STEVEN HADDOCK is a Research Scientist at the Monterey Bay Aquarium Research Institute and adjunct Associate Professor at the University of California, Santa Cruz, USA, studying bioluminescence and biodiversity of gelatinous zooplankton. He came with a programming background to his graduate studies in Marine Biology, where he quickly realized the advantages that computing skills offered and felt compelled to help foster these abilities in others. He has developed many utilities and devices for research, including instruments to monitor bioluminescence from fireflies, a freezer monitoring system, a web-based conference registration database, and a PCR calculator for smartphones. In addition to teaching invertebrate zoology and writing a booklet to teach the technique of blue-water scuba diving, he has given tutorials in computing to students and administrators. His interest in education extends to his Bioluminescence Web Page (http://lifesci.ucsb.edu/~biolum/) and the Jellywatch.org citizen-science website (www.jellywatch.org).

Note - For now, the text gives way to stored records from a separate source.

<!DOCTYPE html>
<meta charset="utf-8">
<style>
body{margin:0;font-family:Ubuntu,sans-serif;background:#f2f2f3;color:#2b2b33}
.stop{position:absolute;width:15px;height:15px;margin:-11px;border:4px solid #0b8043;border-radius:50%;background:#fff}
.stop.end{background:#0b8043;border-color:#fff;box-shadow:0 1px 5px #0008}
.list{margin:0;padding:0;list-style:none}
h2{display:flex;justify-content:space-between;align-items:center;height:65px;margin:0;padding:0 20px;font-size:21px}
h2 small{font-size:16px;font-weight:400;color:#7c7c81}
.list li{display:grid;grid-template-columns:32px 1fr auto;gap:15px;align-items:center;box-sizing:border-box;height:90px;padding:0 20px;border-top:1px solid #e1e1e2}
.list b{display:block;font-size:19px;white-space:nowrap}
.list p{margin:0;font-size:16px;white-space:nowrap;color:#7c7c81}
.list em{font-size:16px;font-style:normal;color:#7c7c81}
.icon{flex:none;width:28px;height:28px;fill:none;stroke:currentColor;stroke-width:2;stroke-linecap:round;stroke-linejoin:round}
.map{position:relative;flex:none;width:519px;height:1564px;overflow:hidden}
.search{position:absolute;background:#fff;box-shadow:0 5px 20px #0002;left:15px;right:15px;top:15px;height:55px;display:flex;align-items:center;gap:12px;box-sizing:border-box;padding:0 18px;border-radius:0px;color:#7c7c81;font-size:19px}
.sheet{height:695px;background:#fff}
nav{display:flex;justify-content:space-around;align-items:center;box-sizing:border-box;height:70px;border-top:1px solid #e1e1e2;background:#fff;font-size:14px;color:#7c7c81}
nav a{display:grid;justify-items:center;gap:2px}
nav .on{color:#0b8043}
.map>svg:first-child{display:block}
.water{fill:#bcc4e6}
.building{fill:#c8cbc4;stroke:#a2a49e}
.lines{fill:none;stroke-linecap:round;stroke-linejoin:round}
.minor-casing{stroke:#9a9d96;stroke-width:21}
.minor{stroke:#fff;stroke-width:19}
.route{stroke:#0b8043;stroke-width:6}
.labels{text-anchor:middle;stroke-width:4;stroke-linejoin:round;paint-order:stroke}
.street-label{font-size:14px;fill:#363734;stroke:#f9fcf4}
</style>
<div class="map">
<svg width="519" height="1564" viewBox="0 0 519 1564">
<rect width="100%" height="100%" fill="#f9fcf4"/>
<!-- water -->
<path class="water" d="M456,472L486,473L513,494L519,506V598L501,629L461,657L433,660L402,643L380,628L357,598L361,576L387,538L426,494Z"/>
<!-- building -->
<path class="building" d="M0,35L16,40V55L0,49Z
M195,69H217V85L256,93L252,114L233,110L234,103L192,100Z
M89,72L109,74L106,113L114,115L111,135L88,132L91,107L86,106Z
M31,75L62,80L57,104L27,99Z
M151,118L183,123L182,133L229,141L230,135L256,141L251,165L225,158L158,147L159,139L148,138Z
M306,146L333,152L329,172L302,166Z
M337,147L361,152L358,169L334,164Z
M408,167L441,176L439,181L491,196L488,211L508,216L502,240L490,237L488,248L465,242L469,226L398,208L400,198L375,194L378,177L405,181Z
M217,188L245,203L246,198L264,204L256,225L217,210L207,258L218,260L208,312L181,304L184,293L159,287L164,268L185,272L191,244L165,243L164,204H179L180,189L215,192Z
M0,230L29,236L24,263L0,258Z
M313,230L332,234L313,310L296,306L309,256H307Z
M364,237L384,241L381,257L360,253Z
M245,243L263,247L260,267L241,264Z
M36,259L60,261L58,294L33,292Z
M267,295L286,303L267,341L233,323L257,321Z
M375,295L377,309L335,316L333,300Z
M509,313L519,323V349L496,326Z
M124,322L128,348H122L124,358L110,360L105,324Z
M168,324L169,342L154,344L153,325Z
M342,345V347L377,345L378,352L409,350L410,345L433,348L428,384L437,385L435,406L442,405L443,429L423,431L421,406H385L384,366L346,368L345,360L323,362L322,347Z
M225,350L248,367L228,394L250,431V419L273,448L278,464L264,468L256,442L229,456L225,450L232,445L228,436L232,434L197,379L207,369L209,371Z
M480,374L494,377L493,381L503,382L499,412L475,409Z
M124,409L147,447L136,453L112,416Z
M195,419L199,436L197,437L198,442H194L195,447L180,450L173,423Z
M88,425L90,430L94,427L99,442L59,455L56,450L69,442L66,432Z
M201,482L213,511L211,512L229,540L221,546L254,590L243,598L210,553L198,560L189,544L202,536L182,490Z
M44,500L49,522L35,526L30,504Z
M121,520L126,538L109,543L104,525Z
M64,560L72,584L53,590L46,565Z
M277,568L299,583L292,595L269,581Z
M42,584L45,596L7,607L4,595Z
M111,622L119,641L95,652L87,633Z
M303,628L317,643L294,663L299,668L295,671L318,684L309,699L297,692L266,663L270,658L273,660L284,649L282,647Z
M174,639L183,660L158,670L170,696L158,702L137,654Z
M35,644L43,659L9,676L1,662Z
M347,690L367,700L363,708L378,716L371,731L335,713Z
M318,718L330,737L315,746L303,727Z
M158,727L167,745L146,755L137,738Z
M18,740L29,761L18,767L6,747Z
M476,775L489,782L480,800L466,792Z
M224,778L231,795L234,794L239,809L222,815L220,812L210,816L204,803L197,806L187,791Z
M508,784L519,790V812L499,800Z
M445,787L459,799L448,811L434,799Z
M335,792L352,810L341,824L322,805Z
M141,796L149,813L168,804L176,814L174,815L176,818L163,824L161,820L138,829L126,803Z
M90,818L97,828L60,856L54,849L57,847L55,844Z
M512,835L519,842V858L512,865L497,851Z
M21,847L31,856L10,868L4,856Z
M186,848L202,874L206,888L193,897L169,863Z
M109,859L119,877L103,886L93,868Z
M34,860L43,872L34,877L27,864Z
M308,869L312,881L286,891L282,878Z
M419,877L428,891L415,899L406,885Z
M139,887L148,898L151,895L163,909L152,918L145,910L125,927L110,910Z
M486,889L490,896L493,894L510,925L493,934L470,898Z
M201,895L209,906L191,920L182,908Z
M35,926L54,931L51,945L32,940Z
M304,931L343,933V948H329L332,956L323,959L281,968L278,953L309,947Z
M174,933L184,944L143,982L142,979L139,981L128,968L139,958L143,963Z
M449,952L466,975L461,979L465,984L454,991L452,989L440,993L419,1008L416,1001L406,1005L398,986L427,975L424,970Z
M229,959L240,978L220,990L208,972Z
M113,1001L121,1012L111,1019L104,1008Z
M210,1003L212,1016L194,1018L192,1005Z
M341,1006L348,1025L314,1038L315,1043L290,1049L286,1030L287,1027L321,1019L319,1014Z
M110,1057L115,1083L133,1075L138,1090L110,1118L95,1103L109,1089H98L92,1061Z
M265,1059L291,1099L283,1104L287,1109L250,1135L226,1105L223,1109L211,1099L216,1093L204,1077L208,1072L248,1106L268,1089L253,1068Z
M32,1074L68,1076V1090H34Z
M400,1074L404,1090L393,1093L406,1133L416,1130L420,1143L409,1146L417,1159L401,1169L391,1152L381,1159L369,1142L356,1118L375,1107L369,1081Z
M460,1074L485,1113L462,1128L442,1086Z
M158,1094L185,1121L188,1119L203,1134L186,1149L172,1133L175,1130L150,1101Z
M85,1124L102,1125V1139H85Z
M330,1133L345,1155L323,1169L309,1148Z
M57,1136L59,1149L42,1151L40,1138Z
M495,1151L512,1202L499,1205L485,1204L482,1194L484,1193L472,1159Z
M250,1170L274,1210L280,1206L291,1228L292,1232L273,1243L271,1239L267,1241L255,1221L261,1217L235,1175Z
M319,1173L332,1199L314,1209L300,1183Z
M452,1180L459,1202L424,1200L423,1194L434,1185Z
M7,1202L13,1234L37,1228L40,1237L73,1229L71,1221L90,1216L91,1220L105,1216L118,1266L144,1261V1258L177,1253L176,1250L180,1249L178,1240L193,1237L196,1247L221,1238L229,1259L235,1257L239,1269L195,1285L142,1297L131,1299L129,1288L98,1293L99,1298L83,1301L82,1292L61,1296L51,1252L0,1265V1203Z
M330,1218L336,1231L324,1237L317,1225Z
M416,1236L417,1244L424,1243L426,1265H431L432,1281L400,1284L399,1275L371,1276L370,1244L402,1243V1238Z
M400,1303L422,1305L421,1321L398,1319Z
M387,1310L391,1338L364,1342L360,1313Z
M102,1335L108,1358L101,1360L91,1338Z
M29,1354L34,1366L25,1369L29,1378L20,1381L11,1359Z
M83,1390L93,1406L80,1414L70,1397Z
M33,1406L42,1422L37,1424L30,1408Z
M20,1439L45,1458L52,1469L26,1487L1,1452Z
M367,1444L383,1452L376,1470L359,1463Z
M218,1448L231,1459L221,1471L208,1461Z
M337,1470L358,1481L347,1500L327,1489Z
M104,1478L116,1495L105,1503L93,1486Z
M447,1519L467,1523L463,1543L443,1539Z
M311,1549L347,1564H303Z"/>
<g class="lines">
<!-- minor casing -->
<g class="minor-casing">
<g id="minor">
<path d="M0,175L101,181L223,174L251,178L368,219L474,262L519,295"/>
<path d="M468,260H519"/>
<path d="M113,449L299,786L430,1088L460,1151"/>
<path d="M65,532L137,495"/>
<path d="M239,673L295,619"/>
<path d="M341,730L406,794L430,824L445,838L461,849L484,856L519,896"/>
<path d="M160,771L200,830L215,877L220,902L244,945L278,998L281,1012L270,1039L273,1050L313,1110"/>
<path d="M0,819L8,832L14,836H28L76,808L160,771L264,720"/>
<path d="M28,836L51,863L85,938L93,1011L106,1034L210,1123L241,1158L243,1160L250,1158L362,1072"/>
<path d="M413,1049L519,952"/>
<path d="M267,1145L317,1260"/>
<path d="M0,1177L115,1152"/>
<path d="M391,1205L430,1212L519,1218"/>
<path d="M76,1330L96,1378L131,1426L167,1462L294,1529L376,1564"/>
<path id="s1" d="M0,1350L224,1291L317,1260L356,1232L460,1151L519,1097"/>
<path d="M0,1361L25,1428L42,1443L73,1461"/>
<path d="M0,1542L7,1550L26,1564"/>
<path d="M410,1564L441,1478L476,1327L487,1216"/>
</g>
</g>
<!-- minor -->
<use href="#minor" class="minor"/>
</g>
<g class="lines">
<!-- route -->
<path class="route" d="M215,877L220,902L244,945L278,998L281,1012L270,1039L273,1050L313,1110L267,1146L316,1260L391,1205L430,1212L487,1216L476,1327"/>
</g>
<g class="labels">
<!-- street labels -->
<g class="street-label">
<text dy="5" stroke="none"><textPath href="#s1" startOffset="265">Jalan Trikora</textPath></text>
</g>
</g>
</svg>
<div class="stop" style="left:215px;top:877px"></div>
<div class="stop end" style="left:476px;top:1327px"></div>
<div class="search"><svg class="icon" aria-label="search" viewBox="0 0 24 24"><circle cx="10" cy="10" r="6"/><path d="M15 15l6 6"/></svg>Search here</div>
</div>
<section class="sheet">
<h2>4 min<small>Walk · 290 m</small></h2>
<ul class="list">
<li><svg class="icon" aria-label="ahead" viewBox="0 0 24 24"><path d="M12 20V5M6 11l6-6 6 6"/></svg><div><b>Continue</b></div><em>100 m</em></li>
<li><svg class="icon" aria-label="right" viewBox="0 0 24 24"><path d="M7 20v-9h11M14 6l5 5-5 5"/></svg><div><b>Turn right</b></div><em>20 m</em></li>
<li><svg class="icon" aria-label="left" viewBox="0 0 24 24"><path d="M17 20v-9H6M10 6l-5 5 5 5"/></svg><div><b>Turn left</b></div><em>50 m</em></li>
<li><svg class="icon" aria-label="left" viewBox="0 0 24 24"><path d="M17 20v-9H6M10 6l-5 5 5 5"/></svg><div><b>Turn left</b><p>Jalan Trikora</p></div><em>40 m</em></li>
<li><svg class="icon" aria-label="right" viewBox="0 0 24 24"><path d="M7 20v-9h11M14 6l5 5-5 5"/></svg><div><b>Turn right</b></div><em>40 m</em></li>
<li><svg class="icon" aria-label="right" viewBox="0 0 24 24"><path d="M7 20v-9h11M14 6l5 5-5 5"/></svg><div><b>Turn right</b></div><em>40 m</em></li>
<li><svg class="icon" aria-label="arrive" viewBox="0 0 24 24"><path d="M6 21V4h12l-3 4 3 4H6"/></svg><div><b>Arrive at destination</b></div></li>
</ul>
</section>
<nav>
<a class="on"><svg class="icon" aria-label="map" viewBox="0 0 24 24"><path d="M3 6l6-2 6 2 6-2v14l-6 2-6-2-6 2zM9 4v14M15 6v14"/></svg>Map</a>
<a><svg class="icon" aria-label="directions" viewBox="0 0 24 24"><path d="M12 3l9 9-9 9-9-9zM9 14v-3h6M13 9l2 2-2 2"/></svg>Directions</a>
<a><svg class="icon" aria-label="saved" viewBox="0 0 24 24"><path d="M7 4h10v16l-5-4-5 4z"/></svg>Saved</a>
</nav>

CASEY DUNN, an Assistant Professor at Brown University, USA, does research that has a large computational component but always in conjunction with work in the field and lab. His first interest in computers stemmed from building electronics, and he further developed his computational skills working in Silicon Valley while an undergraduate. As his data sets grew larger and larger during grad school and his postdoc, he found himself reaching back to his computer background more often. In the course of his own research and helping other biologists with their computational challenges, he became concerned about the mismatch between training opportunities and the real day-to-day computational problems biologists face. In addition to teaching invertebrate biology, evolution, and development, his educational activities include the websites siphonophores.org and creaturecast.org.